Many of these project ideas could be Siggraph, Eurographics, or CVPR/ICCV/ECCV papers. (In fact, two student projects from the 2004 version of this course did become SIGGRAPH papers.) To keep you and your fellow students from being scooped, please don't distribute this handout, or the URL of this web page, or its ideas, beyond the Stanford community.
If you want clarification of a project idea, or you have an idea we haven't listed, come talk to us! In general, Marc is the best person to talk to to figure out if your idea is novel, plausible given the time frame, and interesting, and Andrew is the best person to talk to find out if your idea is possible given the hardware and programming constraints of the devices. Don't consider the list below as your only options. Either of us would love to brainstorm with you about your ideas.
The projects are grouped according to what hardware they will use. The major two options are the Nokia N95, and our own Frankencamera. Here are the pros and cons of each choice:
Pros:
Pros:
If a student or team would like to play with touch screen interfaces for computational photography, but they don't want the full Frankencamera experience, we can make available a standalone N800, which is the touchscreen viewfinder on the Frankencamera. It runs Linux, and although it's not an x86 architecture we have a VM to help with cross-compilation. However, it doesn't have a capable camera (just a low resolution videoconferencing camera). Finally, we've listed a few projects that can be implemented on ordinary digital cameras, as long as they are programmable, and a few ideas in automotive imaging.
- Light Field Fax Machine
Design an appropriate algorithms and set of markers so that you can do the following:
- Print your markers onto a sheet of paper.
- Place an object of interest on top of the sheet.
- Wave your N95 around the object, viewing it from many angles.
- Your software on the N95 should detect the markers and calculate from which angle it is viewing the object. It should save important frames.
- Send the frames, tagged with their viewing direction to another person's N95.
- The other person should be able to print out the same sheet of paper, and wave their N95 around it (without the object).
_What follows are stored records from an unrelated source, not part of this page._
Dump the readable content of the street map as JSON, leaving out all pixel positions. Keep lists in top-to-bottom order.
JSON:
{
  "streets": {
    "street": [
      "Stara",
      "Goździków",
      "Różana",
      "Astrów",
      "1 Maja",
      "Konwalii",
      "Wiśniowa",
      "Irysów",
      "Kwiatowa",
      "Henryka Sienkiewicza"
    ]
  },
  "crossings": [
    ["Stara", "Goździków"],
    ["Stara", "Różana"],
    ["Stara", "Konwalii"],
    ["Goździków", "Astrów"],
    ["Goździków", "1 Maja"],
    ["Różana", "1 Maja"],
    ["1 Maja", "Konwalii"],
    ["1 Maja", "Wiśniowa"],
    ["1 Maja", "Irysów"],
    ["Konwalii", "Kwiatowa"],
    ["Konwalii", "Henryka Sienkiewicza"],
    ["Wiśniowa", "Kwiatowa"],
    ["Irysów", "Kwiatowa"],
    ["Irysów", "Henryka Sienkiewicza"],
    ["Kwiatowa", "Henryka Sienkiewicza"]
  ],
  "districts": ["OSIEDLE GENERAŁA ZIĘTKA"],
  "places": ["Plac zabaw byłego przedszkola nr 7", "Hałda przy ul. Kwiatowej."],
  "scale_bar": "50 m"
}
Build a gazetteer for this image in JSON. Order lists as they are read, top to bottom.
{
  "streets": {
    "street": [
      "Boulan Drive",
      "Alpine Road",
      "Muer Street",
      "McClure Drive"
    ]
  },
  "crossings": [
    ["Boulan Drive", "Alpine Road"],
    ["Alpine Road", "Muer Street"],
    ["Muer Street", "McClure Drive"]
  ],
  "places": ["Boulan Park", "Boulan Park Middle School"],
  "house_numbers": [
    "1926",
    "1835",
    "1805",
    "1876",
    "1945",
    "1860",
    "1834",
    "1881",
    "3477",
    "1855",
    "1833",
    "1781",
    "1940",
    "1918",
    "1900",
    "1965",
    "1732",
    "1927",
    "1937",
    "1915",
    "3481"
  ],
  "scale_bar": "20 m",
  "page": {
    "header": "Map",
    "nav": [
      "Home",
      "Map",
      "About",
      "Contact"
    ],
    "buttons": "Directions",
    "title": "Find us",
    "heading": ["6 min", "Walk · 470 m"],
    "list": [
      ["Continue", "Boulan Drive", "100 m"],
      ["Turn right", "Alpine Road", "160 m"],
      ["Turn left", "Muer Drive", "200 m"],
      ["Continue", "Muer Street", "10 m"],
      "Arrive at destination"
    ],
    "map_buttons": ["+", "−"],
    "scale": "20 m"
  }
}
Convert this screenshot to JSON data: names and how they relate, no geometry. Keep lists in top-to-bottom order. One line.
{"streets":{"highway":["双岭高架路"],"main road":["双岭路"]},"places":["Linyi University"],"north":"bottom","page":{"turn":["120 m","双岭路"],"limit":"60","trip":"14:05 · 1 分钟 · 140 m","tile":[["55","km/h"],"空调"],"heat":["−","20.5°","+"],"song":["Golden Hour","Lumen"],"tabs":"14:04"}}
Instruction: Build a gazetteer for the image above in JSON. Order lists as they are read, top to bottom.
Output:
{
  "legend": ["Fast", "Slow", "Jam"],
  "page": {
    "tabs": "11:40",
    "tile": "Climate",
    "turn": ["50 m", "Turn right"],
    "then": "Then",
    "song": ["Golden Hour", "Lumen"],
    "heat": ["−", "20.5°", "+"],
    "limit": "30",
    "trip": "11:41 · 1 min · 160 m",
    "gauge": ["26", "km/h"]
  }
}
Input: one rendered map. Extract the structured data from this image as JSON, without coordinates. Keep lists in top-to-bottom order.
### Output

The N95 should calculate the viewing angle from the markers and display the appropriate frame, as if the object were on top of the paper. Their N95 has become a virtual window into the world that was captured by your N95.
- Painted Aperture v1
It is possible to combine the images from several side-by-side small cameras to act as a single camera with a much larger aperture, and hence a much shorter depth of field. With a very short depth of field, things that are out of focus are so out of focus that they become invisible, allowing you to look through foreground occluders such as bushes. (See our demonstration using the Stanford Multi-Camera Array at http://graphics.stanford.edu/projects/array/videos/crowd0-sap.mpg.) It should also be possible to move a single small camera through a range of positions, and 'paint' a synthetic aperture. The resulting images should be aligned to each other on the background and combined in such a way that removes foreground occluders. Think carefully about sampling pattern and density. Using this technique to take photographs of sunbathing celebrities through dense foliage is optional. See also the project below on a synthetic aperture rear-view mirror.
- Painted Aperture v2
In portrait photography, large apertures are useful to blur out background detail, leaving only the person's face in focus. Using the technique described in the previous project idea, but aligning on the foreground instead of the background, make large aperture portrait photos possible on the N95. For extra fun on this or the previous project, implement a touchscreen user interface (using a Frankencamera or N800) for choosing the object on which to align, and hence where to focus.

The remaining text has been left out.